Exercise aim:
When a line in the listing contains the string "border", pick it out and copy it.

The input:
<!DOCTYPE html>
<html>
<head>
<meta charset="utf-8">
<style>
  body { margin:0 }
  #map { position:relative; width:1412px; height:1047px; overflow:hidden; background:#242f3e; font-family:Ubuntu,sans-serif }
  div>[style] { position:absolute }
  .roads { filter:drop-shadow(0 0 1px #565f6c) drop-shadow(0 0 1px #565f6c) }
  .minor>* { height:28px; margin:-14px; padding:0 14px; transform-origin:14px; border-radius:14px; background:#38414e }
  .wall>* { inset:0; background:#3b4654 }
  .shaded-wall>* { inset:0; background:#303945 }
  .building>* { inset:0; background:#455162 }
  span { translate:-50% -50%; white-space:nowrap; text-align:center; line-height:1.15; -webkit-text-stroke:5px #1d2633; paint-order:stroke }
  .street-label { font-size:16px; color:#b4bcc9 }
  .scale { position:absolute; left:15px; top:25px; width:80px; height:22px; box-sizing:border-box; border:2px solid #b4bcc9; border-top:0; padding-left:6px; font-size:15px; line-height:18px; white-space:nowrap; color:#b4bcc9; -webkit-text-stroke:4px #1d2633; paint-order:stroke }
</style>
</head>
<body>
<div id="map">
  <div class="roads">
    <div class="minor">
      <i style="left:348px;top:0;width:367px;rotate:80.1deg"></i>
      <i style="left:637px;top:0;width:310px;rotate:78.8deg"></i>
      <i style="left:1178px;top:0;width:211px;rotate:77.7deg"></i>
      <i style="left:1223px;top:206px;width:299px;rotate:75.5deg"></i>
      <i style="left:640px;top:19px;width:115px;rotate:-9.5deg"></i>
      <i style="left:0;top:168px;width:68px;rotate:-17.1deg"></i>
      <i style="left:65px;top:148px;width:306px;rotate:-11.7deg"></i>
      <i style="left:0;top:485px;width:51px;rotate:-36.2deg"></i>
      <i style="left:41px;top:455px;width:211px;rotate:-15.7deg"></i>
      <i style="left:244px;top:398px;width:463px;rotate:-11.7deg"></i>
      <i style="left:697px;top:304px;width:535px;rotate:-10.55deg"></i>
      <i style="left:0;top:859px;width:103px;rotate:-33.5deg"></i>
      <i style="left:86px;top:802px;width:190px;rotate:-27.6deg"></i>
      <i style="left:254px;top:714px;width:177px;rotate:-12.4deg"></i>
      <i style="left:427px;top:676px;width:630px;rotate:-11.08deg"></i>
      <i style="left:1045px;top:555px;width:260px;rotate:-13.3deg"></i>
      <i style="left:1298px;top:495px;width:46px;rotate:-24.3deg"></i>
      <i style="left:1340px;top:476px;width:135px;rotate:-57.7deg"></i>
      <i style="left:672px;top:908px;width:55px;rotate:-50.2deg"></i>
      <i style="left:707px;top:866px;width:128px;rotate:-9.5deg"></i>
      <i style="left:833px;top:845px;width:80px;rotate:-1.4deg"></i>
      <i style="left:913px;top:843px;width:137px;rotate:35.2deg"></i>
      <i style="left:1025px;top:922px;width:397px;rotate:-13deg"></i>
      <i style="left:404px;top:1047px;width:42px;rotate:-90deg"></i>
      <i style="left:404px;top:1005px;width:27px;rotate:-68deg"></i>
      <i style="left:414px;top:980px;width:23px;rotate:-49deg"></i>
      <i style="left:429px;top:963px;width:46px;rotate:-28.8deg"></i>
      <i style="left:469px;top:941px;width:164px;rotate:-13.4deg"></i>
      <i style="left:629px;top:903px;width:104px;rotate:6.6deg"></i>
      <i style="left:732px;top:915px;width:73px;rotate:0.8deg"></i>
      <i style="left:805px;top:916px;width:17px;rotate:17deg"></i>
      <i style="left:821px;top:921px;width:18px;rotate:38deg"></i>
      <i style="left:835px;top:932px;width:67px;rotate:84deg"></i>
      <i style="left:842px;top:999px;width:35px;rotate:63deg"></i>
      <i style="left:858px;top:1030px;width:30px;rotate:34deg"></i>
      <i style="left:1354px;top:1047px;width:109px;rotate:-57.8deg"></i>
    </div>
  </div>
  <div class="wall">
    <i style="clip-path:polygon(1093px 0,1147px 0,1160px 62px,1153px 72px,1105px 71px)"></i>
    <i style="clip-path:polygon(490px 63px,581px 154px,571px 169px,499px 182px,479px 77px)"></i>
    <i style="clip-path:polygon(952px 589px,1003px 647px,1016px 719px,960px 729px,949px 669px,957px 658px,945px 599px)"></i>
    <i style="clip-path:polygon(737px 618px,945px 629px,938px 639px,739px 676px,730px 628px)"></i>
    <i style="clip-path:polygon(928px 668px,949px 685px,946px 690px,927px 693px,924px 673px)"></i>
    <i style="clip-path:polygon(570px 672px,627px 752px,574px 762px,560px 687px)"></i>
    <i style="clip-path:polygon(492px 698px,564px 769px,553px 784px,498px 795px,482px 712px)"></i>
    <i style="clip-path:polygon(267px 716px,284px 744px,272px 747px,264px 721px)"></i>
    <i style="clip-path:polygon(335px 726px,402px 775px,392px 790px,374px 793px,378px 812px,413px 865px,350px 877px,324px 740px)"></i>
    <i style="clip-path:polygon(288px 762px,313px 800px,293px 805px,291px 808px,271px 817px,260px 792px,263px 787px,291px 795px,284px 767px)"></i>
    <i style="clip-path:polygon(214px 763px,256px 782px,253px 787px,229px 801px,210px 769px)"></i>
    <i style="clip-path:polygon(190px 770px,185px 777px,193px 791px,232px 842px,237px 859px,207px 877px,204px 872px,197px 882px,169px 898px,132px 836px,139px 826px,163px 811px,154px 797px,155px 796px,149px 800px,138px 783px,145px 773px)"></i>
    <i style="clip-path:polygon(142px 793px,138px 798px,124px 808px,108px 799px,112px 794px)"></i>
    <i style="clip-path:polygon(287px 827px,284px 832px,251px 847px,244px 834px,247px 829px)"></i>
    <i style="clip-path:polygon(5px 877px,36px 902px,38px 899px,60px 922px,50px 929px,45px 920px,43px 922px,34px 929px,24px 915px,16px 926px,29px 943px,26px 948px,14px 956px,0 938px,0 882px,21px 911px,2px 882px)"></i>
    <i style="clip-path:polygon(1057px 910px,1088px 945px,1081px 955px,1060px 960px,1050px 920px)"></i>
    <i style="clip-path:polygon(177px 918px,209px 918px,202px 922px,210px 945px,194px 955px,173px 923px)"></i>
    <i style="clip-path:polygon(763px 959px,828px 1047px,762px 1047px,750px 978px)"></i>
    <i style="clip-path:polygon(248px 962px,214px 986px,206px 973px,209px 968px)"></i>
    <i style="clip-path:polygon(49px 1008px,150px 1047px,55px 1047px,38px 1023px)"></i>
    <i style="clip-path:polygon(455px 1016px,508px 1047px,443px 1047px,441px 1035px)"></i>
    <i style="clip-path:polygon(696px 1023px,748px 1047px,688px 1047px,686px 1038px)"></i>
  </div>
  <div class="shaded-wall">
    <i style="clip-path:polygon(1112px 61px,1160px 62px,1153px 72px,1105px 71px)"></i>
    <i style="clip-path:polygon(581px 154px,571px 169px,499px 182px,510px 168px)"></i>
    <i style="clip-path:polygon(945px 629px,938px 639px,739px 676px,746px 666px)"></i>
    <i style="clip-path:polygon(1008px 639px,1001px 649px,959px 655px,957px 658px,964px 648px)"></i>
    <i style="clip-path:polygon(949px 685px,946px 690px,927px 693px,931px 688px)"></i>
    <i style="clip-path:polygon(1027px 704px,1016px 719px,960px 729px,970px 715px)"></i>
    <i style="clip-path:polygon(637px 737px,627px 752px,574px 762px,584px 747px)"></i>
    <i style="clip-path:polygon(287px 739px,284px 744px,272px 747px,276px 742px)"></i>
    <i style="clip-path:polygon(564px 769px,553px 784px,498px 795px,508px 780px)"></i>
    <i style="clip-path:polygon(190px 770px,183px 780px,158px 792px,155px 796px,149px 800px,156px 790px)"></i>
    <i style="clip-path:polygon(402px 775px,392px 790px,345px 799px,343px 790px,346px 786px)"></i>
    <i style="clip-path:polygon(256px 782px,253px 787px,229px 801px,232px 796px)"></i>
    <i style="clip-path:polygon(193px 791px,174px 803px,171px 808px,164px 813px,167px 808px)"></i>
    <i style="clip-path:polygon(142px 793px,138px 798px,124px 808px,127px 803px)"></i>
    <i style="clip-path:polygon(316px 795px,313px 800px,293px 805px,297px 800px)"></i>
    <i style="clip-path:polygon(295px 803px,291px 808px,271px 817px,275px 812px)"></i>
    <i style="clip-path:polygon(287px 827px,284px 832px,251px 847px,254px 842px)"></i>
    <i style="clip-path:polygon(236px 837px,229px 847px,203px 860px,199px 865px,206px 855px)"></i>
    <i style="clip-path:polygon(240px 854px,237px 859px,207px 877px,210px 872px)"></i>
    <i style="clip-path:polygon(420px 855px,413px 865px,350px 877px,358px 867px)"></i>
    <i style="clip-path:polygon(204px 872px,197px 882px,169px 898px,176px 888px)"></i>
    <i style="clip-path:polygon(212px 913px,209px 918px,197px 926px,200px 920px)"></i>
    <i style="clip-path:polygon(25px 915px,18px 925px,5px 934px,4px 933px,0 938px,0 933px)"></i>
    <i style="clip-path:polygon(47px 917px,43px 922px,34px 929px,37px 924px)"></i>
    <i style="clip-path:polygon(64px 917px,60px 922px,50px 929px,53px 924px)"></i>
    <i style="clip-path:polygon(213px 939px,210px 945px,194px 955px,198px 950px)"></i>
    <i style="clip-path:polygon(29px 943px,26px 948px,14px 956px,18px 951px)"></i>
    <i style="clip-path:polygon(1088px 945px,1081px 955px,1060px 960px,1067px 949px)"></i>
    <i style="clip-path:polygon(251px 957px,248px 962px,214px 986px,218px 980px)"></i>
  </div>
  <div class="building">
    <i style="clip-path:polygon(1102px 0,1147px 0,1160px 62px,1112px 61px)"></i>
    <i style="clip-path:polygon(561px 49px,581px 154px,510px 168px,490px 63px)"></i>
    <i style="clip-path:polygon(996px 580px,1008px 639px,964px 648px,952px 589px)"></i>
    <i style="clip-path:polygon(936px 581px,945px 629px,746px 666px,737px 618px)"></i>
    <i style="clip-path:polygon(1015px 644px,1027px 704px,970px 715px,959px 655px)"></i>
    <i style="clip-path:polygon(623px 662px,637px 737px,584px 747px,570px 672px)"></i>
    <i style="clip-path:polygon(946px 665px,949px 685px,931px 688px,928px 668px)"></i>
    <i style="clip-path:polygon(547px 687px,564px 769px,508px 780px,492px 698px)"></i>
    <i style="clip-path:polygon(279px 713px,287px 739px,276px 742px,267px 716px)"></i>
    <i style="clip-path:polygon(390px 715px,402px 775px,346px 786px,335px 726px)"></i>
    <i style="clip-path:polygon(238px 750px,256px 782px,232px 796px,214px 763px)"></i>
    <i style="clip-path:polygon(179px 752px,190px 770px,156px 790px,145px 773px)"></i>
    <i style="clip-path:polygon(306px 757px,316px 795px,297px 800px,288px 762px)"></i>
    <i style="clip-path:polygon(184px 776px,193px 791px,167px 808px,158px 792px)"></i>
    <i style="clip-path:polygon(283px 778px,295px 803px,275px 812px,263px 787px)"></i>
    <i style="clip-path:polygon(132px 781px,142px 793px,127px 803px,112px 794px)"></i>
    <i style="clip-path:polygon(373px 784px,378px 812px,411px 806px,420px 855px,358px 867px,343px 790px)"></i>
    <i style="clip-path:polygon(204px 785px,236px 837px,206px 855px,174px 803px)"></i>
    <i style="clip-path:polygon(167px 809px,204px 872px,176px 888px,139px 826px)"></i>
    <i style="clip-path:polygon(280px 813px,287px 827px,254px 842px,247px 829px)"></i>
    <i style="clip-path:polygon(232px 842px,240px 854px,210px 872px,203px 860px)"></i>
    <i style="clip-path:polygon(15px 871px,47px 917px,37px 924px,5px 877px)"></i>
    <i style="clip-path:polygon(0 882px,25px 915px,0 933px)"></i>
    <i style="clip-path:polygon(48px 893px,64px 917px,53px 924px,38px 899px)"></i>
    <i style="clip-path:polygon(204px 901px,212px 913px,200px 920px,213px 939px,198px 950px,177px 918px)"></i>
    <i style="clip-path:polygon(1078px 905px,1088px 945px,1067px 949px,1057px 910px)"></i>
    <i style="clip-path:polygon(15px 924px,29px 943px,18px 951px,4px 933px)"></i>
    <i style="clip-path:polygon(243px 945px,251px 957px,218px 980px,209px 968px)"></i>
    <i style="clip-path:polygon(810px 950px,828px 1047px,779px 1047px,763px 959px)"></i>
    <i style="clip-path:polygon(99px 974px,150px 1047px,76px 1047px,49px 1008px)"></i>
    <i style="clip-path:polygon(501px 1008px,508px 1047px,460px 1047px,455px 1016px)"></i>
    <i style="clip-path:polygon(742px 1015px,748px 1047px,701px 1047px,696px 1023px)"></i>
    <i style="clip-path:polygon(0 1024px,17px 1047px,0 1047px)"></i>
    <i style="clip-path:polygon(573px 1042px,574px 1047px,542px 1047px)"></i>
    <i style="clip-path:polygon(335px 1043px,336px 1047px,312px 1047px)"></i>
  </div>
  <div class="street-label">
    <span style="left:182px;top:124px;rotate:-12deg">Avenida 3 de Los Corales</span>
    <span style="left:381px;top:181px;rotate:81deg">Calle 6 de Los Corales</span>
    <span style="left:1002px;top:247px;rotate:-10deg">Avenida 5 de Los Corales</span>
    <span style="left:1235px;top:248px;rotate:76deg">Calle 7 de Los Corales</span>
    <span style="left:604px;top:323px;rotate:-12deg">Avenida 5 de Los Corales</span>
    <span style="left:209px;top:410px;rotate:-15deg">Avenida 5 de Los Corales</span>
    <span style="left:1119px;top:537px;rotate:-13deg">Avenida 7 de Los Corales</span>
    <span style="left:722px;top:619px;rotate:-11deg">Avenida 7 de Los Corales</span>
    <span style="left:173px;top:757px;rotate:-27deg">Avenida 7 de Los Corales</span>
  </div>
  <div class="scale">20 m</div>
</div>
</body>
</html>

Answer section:
  .minor>* { height:28px; margin:-14px; padding:0 14px; transform-origin:14px; border-radius:14px; background:#38414e }
  .scale { position:absolute; left:15px; top:25px; width:80px; height:22px; box-sizing:border-box; border:2px solid #b4bcc9; border-top:0; padding-left:6px; font-size:15px; line-height:18px; white-space:nowrap; color:#b4bcc9; -webkit-text-stroke:4px #1d2633; paint-order:stroke }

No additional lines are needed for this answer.